“I am nobody 2” Bob Odenkirk returns in the role of any man with the easy trigger
The great intuition of the first I am nobody revolved around the choice of its protagonist. Winning idea to take the ordinary face of Bob Odenkirk and build a bit resigned and on his posture saatage the perfect ‘Nobody’, the unsuspected man any man. Above all because Odenkirk came from the role that consecrated him, the Saul Goodman of Breaking Bad, a petty and cowardly lawyer to whom even his own series was dedicated, Better Call Saul.

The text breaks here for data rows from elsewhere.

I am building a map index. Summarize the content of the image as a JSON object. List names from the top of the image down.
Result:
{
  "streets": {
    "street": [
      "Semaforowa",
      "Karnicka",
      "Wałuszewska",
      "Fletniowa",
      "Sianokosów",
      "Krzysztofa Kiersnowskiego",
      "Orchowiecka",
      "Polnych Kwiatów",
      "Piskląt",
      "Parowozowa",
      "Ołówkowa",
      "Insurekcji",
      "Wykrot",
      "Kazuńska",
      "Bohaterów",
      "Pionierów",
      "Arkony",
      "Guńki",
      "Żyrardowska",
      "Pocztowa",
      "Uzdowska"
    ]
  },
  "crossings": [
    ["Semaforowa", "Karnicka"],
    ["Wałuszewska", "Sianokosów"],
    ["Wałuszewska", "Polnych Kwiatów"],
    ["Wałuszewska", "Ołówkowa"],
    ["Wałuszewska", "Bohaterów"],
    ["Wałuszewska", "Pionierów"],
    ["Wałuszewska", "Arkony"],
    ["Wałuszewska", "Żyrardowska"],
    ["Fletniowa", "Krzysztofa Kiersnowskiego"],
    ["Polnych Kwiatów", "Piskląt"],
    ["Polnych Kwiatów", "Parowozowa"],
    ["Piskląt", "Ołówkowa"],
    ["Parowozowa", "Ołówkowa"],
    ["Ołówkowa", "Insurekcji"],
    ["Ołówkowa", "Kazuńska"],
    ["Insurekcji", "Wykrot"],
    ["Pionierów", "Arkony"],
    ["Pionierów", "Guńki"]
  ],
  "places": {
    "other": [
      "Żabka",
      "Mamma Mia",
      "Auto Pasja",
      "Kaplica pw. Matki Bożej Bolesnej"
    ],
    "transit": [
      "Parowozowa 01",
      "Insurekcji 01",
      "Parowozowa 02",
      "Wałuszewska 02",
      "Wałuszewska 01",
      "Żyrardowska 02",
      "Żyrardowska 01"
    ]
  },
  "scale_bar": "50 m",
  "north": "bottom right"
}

Under that ‘Nobody’ (the original title of the film), however, Hutch was, a former murderer of the United States government with not a few points of contact with Saul, above all a nature in which he actually dumped despite the efforts to admit the opposite to himself. Indulge or reject one’s nature then returns to the cornerstone of “I am none 2”, second chapter in the cinema from 14 August and this time directed by the Indonesian director Timo Tjahjanto.
A cing in burnout
The concordance between the unusual actor body of Odenkirk and the genre in which the action, the action, the approach to novelty of the first film is no longer possible. Derek Kolstad, in Assiema script to Aaron Rabin and a creator none other than John Wick’s saga, then shoots the characters even higher and leveling everything with a more humorous tone.
I am nobody 2 in fact becomes a family question when Hutch goes to Burnout. Still grappling with the debt accumulated previously with the Russian mafia, he decides to take a break from his forced return to the field and to bring wife (Connie Nielsen), sons (Gage Munroe and Paisley Cadorath) and father (Christopher Lloyd) on vacation in a location of his childhood.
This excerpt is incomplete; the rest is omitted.